The state legislature in New York gave the thumbs-up for adults aged 21 and over to purchase THC cannabis flower earlier this year with the passage of Senate Bill S854A. But hundreds of localities across the state aren’t quite yet willing to take it on.
More than 400 towns and villages across the Empire State said in a joint statement on Saturday they’d be banning marijuana dispensaries and consumption lounges from opening, just weeks away from a statewide deadline at the end of the month.
Among the top reasons for opting out, local officials cited a lack of clarity in the state laws. Nearly eight months after then-Gov. Andrew Cuomo signed S854A into law, the state’s Office of Cannabis Management has yet to develop rules and regulations for selling the plant. The office is also yet to issue a single dispensary license.
A number of municipal officials who voted to opt out, including those in Chautauqua in the rural western part of the state, expressed interest in reconsidering once they felt New York officials adequately developed the rules.

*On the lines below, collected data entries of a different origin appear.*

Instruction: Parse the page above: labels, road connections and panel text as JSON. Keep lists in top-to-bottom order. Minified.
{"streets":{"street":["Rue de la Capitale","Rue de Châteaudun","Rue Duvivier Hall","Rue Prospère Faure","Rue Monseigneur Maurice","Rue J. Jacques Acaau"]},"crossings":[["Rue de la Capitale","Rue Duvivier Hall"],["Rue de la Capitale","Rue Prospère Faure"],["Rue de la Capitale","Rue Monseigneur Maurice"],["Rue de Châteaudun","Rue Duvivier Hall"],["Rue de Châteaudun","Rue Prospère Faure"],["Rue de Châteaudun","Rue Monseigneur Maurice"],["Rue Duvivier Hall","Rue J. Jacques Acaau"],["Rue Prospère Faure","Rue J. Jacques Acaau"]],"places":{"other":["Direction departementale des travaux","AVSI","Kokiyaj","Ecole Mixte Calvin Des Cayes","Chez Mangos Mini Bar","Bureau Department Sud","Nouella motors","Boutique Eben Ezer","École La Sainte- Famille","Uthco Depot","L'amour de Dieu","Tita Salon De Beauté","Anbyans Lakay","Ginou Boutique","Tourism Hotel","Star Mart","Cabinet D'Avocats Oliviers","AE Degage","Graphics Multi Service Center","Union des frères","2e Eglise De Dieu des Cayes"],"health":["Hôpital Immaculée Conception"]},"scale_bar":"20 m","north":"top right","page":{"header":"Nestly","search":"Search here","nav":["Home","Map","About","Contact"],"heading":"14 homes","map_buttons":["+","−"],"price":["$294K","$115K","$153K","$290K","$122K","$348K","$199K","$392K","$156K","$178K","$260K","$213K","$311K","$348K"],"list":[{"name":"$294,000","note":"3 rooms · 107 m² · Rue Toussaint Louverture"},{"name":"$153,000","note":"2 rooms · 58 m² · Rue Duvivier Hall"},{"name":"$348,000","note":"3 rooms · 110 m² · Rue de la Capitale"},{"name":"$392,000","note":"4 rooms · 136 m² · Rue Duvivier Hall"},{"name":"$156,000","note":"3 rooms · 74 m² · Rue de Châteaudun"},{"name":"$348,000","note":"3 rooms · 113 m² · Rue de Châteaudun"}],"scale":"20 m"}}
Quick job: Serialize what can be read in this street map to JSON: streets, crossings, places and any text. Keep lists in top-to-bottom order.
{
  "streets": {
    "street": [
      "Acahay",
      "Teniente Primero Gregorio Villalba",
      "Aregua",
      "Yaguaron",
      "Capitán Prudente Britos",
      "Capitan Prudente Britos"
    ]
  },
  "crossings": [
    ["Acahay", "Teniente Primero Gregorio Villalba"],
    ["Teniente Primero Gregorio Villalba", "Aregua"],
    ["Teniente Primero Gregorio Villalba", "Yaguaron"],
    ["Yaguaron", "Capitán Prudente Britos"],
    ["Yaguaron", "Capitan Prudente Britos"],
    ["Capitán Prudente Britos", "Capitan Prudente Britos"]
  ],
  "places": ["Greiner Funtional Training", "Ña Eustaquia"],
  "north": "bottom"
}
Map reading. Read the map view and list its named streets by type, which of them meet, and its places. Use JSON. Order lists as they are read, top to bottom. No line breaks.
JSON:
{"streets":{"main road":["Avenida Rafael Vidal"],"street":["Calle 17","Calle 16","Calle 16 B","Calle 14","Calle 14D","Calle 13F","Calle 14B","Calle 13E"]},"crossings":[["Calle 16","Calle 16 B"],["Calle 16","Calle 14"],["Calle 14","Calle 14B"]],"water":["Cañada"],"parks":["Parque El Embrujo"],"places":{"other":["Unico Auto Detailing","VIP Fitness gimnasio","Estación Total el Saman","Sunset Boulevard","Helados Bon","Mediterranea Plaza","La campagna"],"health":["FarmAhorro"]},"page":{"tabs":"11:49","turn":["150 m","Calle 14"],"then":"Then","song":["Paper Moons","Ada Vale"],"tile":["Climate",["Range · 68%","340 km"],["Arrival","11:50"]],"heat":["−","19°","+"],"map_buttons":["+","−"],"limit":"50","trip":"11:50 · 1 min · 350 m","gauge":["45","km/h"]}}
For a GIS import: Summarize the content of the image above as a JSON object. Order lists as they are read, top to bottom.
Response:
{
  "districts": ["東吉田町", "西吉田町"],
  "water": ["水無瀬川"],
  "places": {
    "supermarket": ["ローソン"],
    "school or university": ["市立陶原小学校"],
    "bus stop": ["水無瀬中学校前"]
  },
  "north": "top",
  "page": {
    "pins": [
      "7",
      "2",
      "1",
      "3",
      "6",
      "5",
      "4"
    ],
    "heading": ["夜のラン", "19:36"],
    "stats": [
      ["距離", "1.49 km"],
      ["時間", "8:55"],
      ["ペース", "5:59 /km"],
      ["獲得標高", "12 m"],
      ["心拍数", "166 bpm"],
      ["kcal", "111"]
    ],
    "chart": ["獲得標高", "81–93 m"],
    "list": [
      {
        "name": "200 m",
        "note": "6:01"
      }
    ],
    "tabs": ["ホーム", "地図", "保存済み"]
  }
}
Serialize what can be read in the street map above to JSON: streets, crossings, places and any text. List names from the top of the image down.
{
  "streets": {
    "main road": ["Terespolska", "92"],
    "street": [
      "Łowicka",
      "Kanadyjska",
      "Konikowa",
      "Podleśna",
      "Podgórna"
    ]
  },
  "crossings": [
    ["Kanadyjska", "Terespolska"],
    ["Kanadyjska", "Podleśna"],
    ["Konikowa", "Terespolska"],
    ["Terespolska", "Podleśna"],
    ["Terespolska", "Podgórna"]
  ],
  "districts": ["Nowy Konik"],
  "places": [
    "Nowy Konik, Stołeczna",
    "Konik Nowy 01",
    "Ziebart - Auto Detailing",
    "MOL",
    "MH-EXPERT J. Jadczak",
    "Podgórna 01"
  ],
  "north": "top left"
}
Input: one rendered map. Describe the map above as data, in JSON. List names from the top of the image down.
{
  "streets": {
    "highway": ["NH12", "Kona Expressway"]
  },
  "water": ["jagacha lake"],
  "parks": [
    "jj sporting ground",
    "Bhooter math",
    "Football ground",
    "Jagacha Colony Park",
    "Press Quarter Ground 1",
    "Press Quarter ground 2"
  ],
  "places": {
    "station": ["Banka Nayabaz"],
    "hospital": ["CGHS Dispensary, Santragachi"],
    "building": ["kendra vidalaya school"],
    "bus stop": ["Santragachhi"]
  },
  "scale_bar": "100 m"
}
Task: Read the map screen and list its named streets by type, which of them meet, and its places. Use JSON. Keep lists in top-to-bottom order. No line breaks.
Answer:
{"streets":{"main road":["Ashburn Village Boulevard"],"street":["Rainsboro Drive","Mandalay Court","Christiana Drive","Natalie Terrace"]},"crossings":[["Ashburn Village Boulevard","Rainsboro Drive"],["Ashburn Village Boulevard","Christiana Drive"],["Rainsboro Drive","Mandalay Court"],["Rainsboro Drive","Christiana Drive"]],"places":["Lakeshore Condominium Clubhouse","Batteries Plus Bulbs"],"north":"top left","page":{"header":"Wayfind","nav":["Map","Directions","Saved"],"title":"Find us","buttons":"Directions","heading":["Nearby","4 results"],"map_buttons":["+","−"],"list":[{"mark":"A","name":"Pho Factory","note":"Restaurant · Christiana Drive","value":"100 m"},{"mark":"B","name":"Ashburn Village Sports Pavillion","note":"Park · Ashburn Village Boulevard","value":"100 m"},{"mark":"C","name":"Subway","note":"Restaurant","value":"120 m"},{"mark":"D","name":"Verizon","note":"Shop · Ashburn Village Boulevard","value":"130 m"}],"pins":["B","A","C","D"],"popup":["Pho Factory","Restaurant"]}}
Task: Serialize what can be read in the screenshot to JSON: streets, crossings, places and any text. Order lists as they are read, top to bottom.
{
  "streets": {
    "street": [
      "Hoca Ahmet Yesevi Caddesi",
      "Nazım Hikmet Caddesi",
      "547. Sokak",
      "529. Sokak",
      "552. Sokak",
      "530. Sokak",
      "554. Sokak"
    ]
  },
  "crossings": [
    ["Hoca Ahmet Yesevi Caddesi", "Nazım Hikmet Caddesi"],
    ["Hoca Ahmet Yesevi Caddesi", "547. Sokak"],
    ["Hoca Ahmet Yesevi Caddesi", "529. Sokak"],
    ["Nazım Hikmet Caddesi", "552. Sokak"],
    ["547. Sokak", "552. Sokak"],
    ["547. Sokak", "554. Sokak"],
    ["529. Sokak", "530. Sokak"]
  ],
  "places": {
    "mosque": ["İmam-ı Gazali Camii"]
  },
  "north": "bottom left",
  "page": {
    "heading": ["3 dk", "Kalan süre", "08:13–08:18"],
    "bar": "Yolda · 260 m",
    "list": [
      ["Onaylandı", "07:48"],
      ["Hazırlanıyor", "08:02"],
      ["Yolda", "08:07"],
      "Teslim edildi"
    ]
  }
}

“The fact that they haven’t really published any rules or laws on it yet made us kind of nervous that we don’t know yet what we’d be opting into,” Chautauqua Supervisor Donald Emhardt told Fox5 New York.
Lobbyists, attorneys and cannabis policy analysts across New York estimate dispensaries likely won’t open until late 2022 or even 2023, unless state authorities move quicker than expected.
“The original estimate, which was aggressive, was that it would take 18 months for regulations to be finalized and sales to begin,” acknowledged Office of Cannabis Management spokesman Fred Klopott. “Now that the Board is constituted and the OCM established, we can really begin to look at the timeline and see if there is an opportunity to expedite the process, including the potential to issue some licenses on a rolling basis.”
Still, there are some dispensaries within state borders. The Saint Regis Mohawk Tribe in September opened up stores on tribal lands, which authorities consider sovereign from the New York state government. The Seneca and Cayuga Nations have also opened cannabis stores on their sovereign territories.
Klopott told CBS Albany that tribal dispensaries are “legal if they are on federally recognized, sovereign tribal land.”